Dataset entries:
***

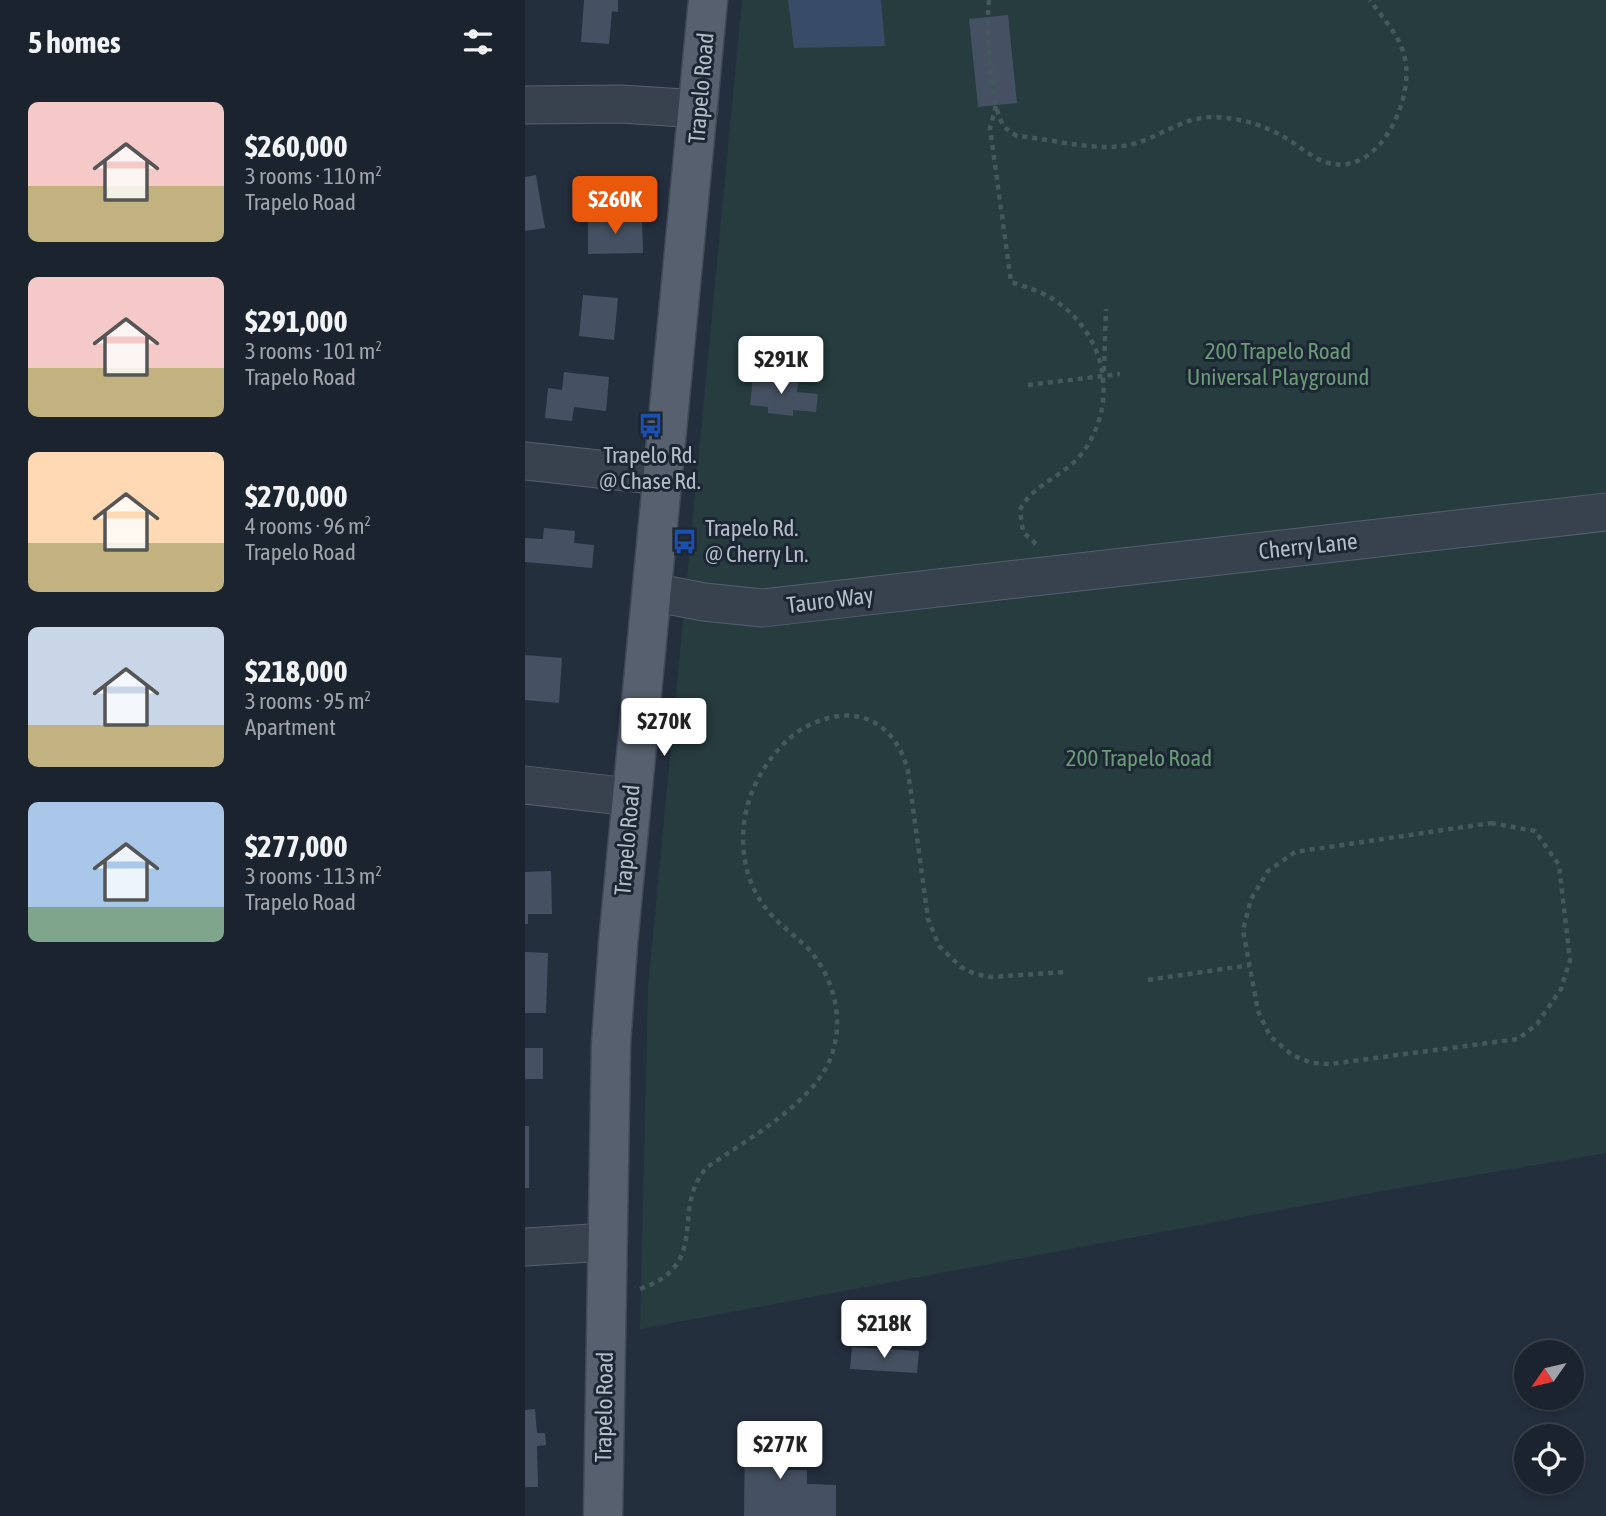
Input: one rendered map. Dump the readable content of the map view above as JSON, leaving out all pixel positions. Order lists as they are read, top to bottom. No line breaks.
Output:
{"streets":{"main road":["Trapelo Road"],"street":["Cherry Lane","Tauro Way"]},"crossings":[["Trapelo Road","Tauro Way"],["Cherry Lane","Tauro Way"]],"parks":["200 Trapelo Road Universal Playground","200 Trapelo Road"],"places":{"bus stop":["Trapelo Rd. @ Chase Rd.","Trapelo Rd. @ Cherry Ln."]},"north":"bottom left","page":{"heading":"5 homes","list":[{"name":"$260,000","note":"3 rooms · 110 m² · Trapelo Road"},{"name":"$291,000","note":"3 rooms · 101 m² · Trapelo Road"},{"name":"$270,000","note":"4 rooms · 96 m² · Trapelo Road"},{"name":"$218,000","note":"3 rooms · 95 m² · Apartment"},{"name":"$277,000","note":"3 rooms · 113 m² · Trapelo Road"}],"price":["$260K","$291K","$270K","$218K","$277K"]}}
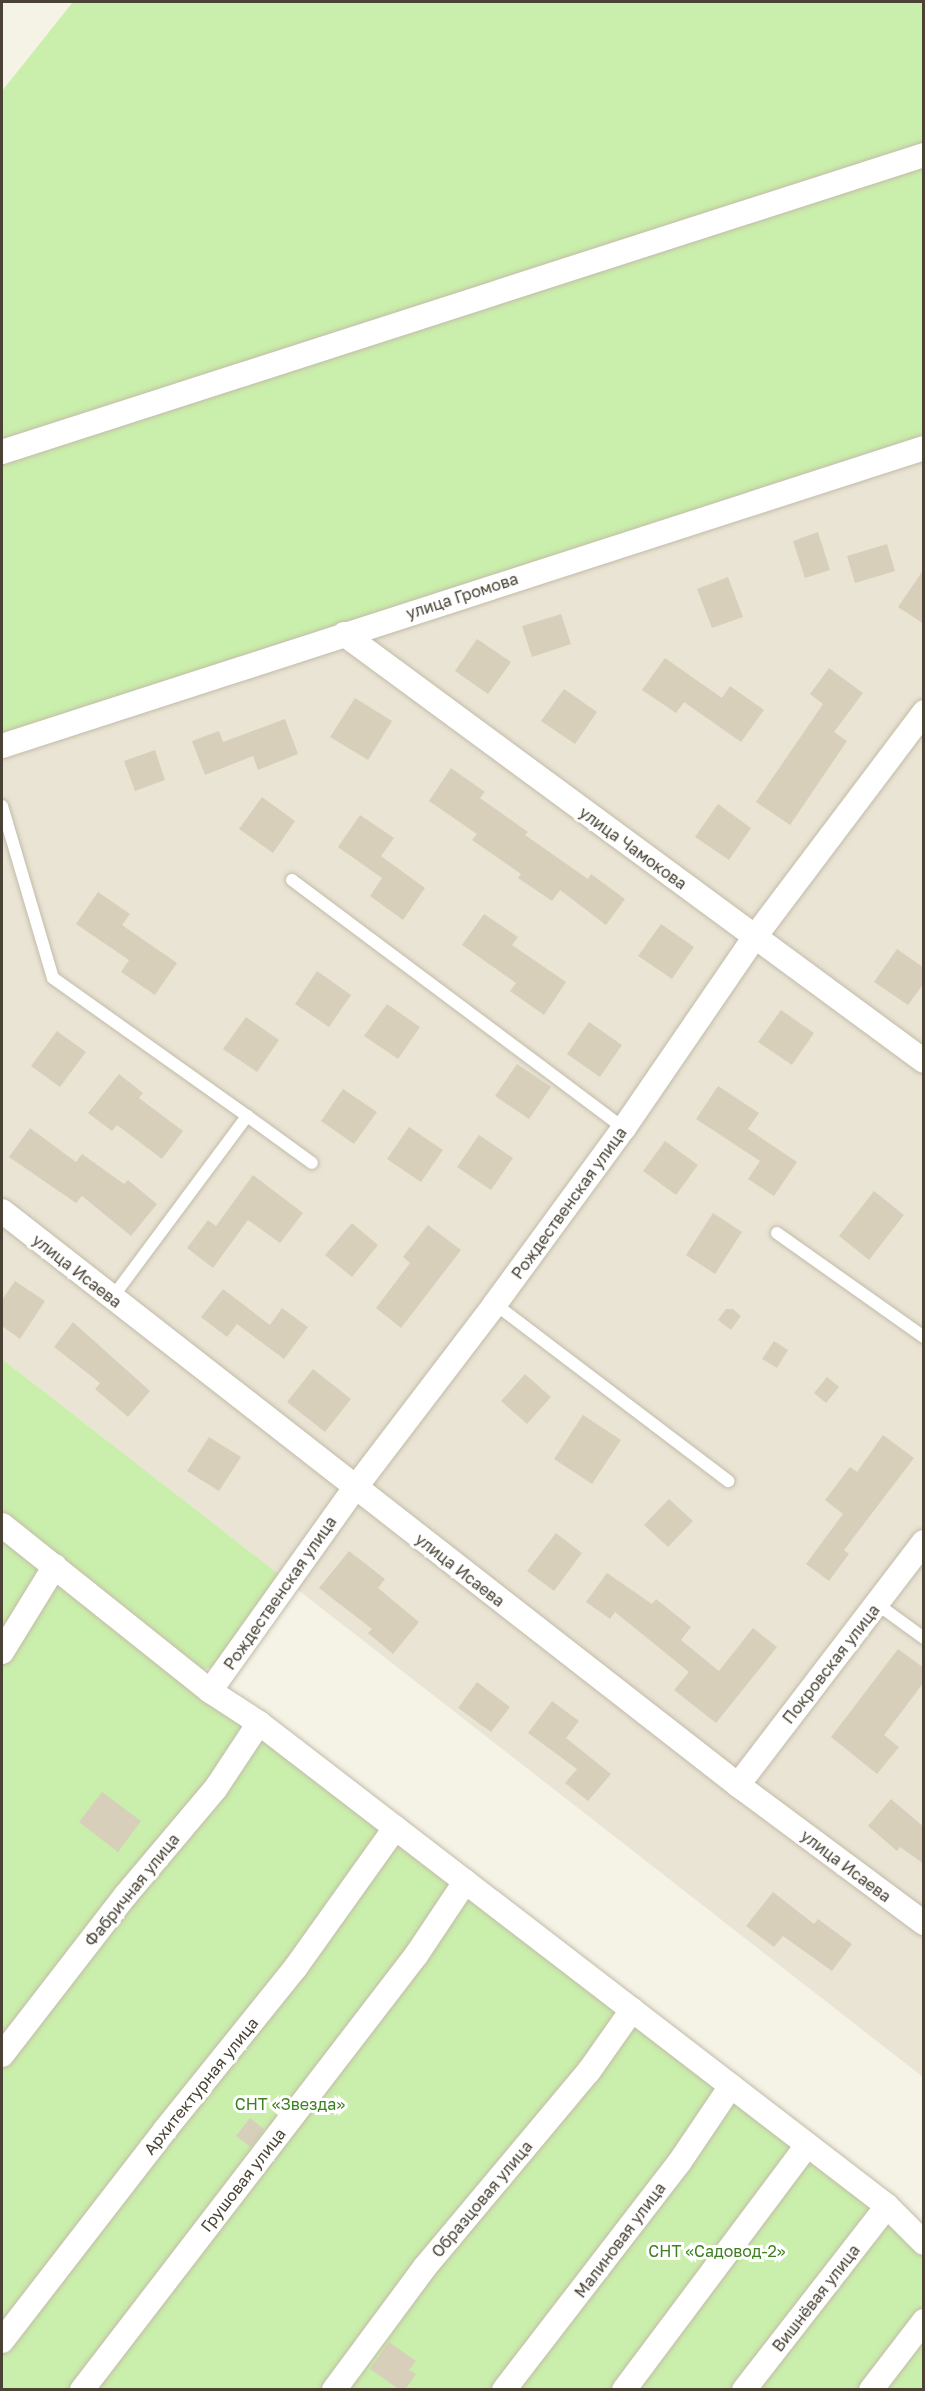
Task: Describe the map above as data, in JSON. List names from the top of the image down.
{
  "streets": {
    "street": [
      "улица Громова",
      "улица Чамокова",
      "Рождественская улица",
      "улица Исаева",
      "Покровская улица",
      "Фабричная улица",
      "Архитектурная улица",
      "Грушовая улица",
      "Образцовая улица",
      "Малиновая улица",
      "Вишнёвая улица"
    ]
  },
  "crossings": [
    ["улица Громова", "улица Чамокова"],
    ["улица Чамокова", "Рождественская улица"],
    ["Рождественская улица", "улица Исаева"],
    ["улица Исаева", "Покровская улица"]
  ],
  "parks": ["СНТ «Звезда»", "СНТ «Садовод-2»"]
}
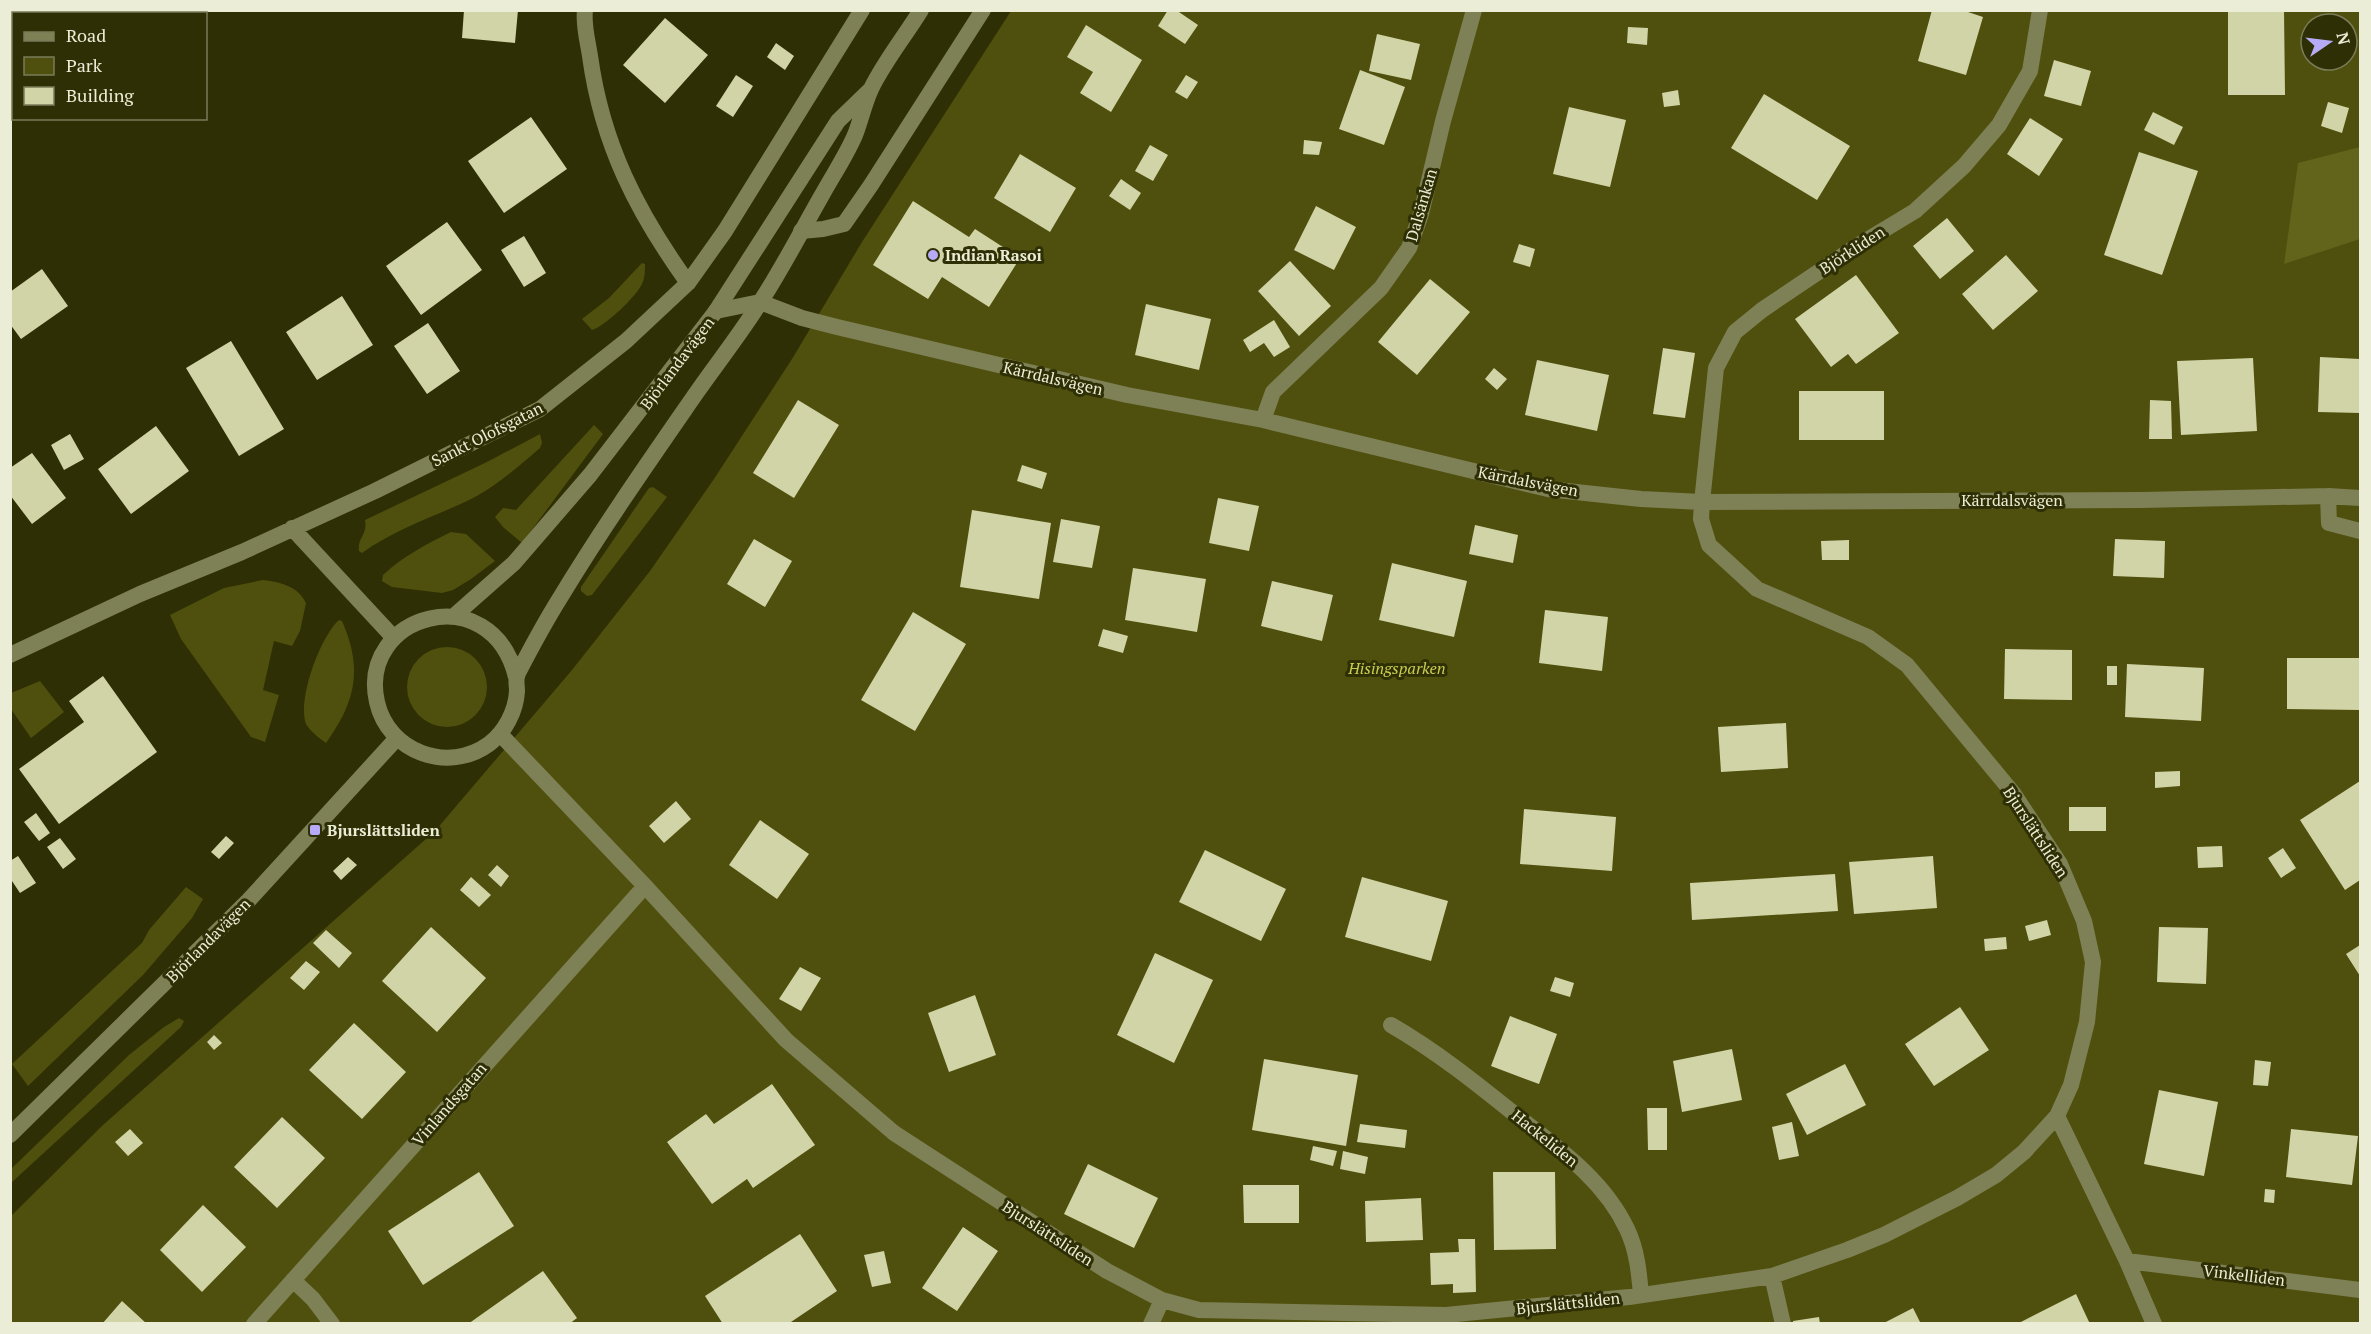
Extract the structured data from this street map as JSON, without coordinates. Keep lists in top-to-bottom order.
{
  "streets": {
    "street": [
      "Dalsänkan",
      "Björkliden",
      "Björlandavägen",
      "Kärrdalsvägen",
      "Sankt Olofsgatan",
      "Bjurslättsliden",
      "Vinlandsgatan",
      "Hackeliden",
      "Vinkelliden"
    ]
  },
  "crossings": [
    ["Dalsänkan", "Kärrdalsvägen"],
    ["Björkliden", "Kärrdalsvägen"],
    ["Björkliden", "Bjurslättsliden"],
    ["Björlandavägen", "Kärrdalsvägen"],
    ["Björlandavägen", "Bjurslättsliden"],
    ["Kärrdalsvägen", "Bjurslättsliden"],
    ["Bjurslättsliden", "Vinlandsgatan"],
    ["Bjurslättsliden", "Hackeliden"]
  ],
  "parks": ["Hisingsparken"],
  "places": {
    "other": ["Indian Rasoi"],
    "transit": ["Bjurslättsliden"]
  },
  "legend": ["Road", "Park", "Building"],
  "north": "right"
}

***

» **The task**
For every entry above, please output the text exactly and leave any picture behind.

» **Solution**
Input: one rendered map. Dump the readable content of the map view above as JSON, leaving out all pixel positions. Order lists as they are read, top to bottom. No line breaks.
Output:
{"streets":{"main road":["Trapelo Road"],"street":["Cherry Lane","Tauro Way"]},"crossings":[["Trapelo Road","Tauro Way"],["Cherry Lane","Tauro Way"]],"parks":["200 Trapelo Road Universal Playground","200 Trapelo Road"],"places":{"bus stop":["Trapelo Rd. @ Chase Rd.","Trapelo Rd. @ Cherry Ln."]},"north":"bottom left","page":{"heading":"5 homes","list":[{"name":"$260,000","note":"3 rooms · 110 m² · Trapelo Road"},{"name":"$291,000","note":"3 rooms · 101 m² · Trapelo Road"},{"name":"$270,000","note":"4 rooms · 96 m² · Trapelo Road"},{"name":"$218,000","note":"3 rooms · 95 m² · Apartment"},{"name":"$277,000","note":"3 rooms · 113 m² · Trapelo Road"}],"price":["$260K","$291K","$270K","$218K","$277K"]}}
Task: Describe the map above as data, in JSON. List names from the top of the image down.
{
  "streets": {
    "street": [
      "улица Громова",
      "улица Чамокова",
      "Рождественская улица",
      "улица Исаева",
      "Покровская улица",
      "Фабричная улица",
      "Архитектурная улица",
      "Грушовая улица",
      "Образцовая улица",
      "Малиновая улица",
      "Вишнёвая улица"
    ]
  },
  "crossings": [
    ["улица Громова", "улица Чамокова"],
    ["улица Чамокова", "Рождественская улица"],
    ["Рождественская улица", "улица Исаева"],
    ["улица Исаева", "Покровская улица"]
  ],
  "parks": ["СНТ «Звезда»", "СНТ «Садовод-2»"]
}
Extract the structured data from this street map as JSON, without coordinates. Keep lists in top-to-bottom order.
{
  "streets": {
    "street": [
      "Dalsänkan",
      "Björkliden",
      "Björlandavägen",
      "Kärrdalsvägen",
      "Sankt Olofsgatan",
      "Bjurslättsliden",
      "Vinlandsgatan",
      "Hackeliden",
      "Vinkelliden"
    ]
  },
  "crossings": [
    ["Dalsänkan", "Kärrdalsvägen"],
    ["Björkliden", "Kärrdalsvägen"],
    ["Björkliden", "Bjurslättsliden"],
    ["Björlandavägen", "Kärrdalsvägen"],
    ["Björlandavägen", "Bjurslättsliden"],
    ["Kärrdalsvägen", "Bjurslättsliden"],
    ["Bjurslättsliden", "Vinlandsgatan"],
    ["Bjurslättsliden", "Hackeliden"]
  ],
  "parks": ["Hisingsparken"],
  "places": {
    "other": ["Indian Rasoi"],
    "transit": ["Bjurslättsliden"]
  },
  "legend": ["Road", "Park", "Building"],
  "north": "right"
}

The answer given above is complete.